When most people say that World Cup skiers are animals, they probably mean they are fierce, strong competitors. I got my PhD in statistics in a department that found itself working quite often with very strong wildlife biology and ecology departments, so for me that reference leads me to think, “Well, what if they really were animals? What sorts of statistics might I end up doing on these data?”
A common statistical analysis when your subjects actually are wild animals is called survival analysis. Very generally, the aim is to determine what factors influence the survival of, say, bears<1. The poor biologist would spend countless hours over multiple summers capturing, tagging and then tracking and recapturing the shrews or slugs or whatever<2.
The end result would be a bunch of lifetime data (along with other variables) on individual organisms. Then the question is, which variables seem to influence survival rates? There are all sorts of technical details with this kind of data (censoring, mainly) on how to model it that I’m not going to get into here. If some nerdy biologist is reading this and wants more details, let me know, and I’ll put them in the comments.
For everyone else, the basic concept you need to wrap your head around is what a survival curve is. A survival curve tells us what what proportion of animals are alive at each given point in time.

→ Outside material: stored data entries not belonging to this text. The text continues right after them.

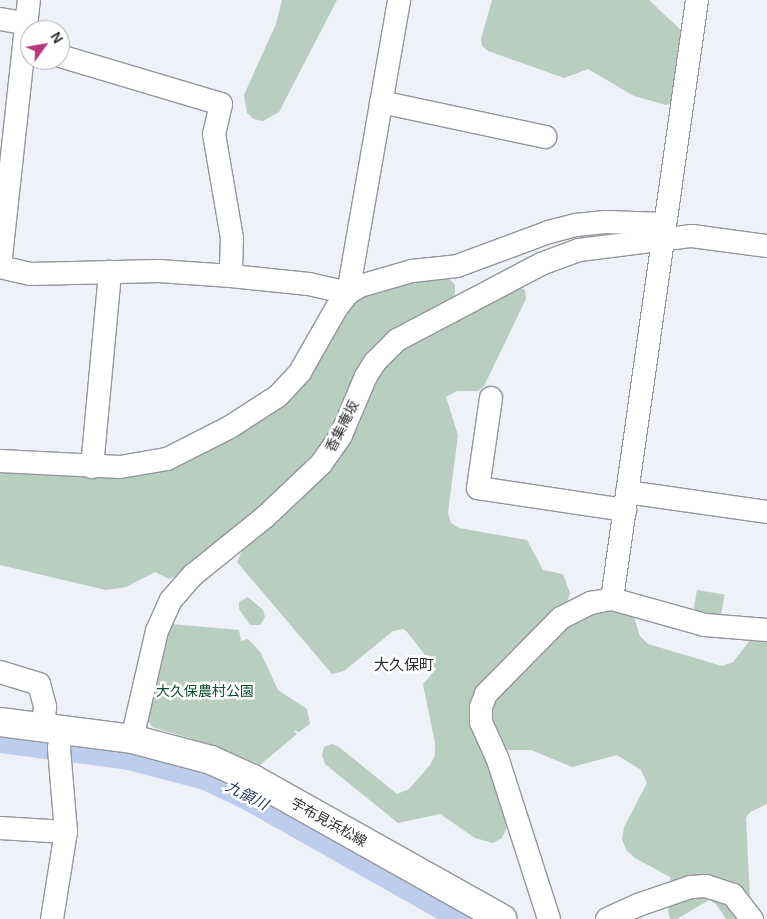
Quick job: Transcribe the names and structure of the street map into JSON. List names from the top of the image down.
{
  "streets": {
    "main road": ["宇布見浜松線"],
    "street": ["香集庵坂"]
  },
  "crossings": [
    ["香集庵坂", "宇布見浜松線"]
  ],
  "districts": ["大久保町"],
  "water": ["九領川"],
  "parks": ["大久保農村公園"],
  "north": "top right"
}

Here’s a quick example that I pulled from the help files of the stats software I use:
This graph comes from medical research data on humans, and compares two survival curves based on a treatment variable. The “Maintenance” treatment for the study saw better survival rates. The x-axis here is in days, I believe, so each spot on these curves tells us the proportion of subjects still alive after that many days.
Now, how is this relevant to skiing? Consider a skiing career on the World Cup circuit as a “lifespan”. You’re born (first WC start), you ski for a while, and then you “die” (stop racing, at least in WCs). Since I’m keeping this analysis as simple as possible, I chose only the following variables to include in the model:
- Gender
- Nation (Grouped into Tier 1, Tier 2 and Tier 3<3 nations. USA and CAN get their own category; so this variable has five possible values.)

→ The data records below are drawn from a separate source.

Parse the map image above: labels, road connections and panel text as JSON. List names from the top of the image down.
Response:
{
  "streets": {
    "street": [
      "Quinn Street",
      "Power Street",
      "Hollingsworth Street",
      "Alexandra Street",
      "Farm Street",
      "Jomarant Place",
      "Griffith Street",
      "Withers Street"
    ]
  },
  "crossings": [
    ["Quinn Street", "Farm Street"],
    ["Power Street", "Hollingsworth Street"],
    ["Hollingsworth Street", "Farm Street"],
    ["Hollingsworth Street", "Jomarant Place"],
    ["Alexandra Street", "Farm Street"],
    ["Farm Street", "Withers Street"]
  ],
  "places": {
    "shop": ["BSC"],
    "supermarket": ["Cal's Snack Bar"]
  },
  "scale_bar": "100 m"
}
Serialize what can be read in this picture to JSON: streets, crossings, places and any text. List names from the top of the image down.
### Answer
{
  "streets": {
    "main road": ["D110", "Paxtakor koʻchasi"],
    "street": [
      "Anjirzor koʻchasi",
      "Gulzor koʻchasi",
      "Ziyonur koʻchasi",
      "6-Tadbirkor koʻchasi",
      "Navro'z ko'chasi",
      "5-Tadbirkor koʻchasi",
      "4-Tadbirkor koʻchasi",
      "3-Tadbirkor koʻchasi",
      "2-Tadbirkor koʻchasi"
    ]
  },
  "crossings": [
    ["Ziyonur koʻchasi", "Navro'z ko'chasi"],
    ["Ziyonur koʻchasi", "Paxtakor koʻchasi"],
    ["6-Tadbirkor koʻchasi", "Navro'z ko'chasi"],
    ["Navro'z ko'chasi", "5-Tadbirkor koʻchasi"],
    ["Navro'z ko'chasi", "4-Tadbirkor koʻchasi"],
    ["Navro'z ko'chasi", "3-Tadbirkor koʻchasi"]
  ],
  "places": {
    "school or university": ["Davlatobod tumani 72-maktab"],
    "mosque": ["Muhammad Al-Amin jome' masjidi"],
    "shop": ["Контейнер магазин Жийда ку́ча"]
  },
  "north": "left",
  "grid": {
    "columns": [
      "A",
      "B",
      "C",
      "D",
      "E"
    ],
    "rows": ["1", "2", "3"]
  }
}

- Number of WC starts by age 24
- Average FIS points of first ten distance results
As you might have guessed, I’m only considering distance results at the moment. My model sifts through the data (lots of stuff being glossed over here) and shows me how survival rates differ with respect to these variables. Here’s the key graph:
It’s a big one, so you’ll have to click on it for a larger, readable version.
What we have here is a big tree diagram<4. The model has partitioned our data based on the greatest differences it found in survival curves. Reading from the top to the bottom, each oval tells us how the model decided to split things up. (Ignore the p-values.) At the top, we start with all the data, which is then split into two groups: more than 7 starts by age 24 and less than or equal to 7 starts by age 24.
If we follow the branch to the right, we get another split into skiers who’ve had more than 27 starts by age 24 and those who’ve haven’t (i.e. between 7 and 27). Continuing to the right, we come to Node 13, which contains 96 values from our original data set. The survival curve for this subgroup suggests that even after 15 years, we’ve seen only 50% “mortality”. The nodes labelled ‘first10′ refer to splitting on the average of your first ten races. The node labelled ‘nation’ way over on the left looks like something really important is happening there. I’ll come back to that in a moment.
I must emphasize that this model, based on observational data, does not, in any way shape or form, tell us what will happen to a skier if they have a certain number of start by age 24, along with other conditions. It only tells us what has happened to skiers like that. The usefulness of a model like this comes from visualizing features of the data, not making predictions. Neither I, nor the model, is saying that if you take a skier, regardless of quality, and simply give them more starts at a young age, that they will survive longer on the WC.
Ok. The big picture here is that the model has divided our data up primarily based upon the number of starts you’ve seen by age 24. I apologize for the strange numbering of the nodes (ovals) but we’ve got Node 6 (≤ 2 starts by age 24), Node 4 (between 2 and 7 starts), Node 10 (between 7 and 27) and Node 13 (>27 starts). According to the model, that’s the biggest factor accounting for differences in survival rates among our skiers.
Node 13, the group with a ton of starts isn’t split anymore and they have the highest survival rates. The middle two groups, Nodes 6 and 10, are split based upon the quality of their first ten starts. Finally, the group with almost no starts by age 24 is split on the ‘nation’ variable. In general, the survival curves get worse as we move from right to left along the bottom.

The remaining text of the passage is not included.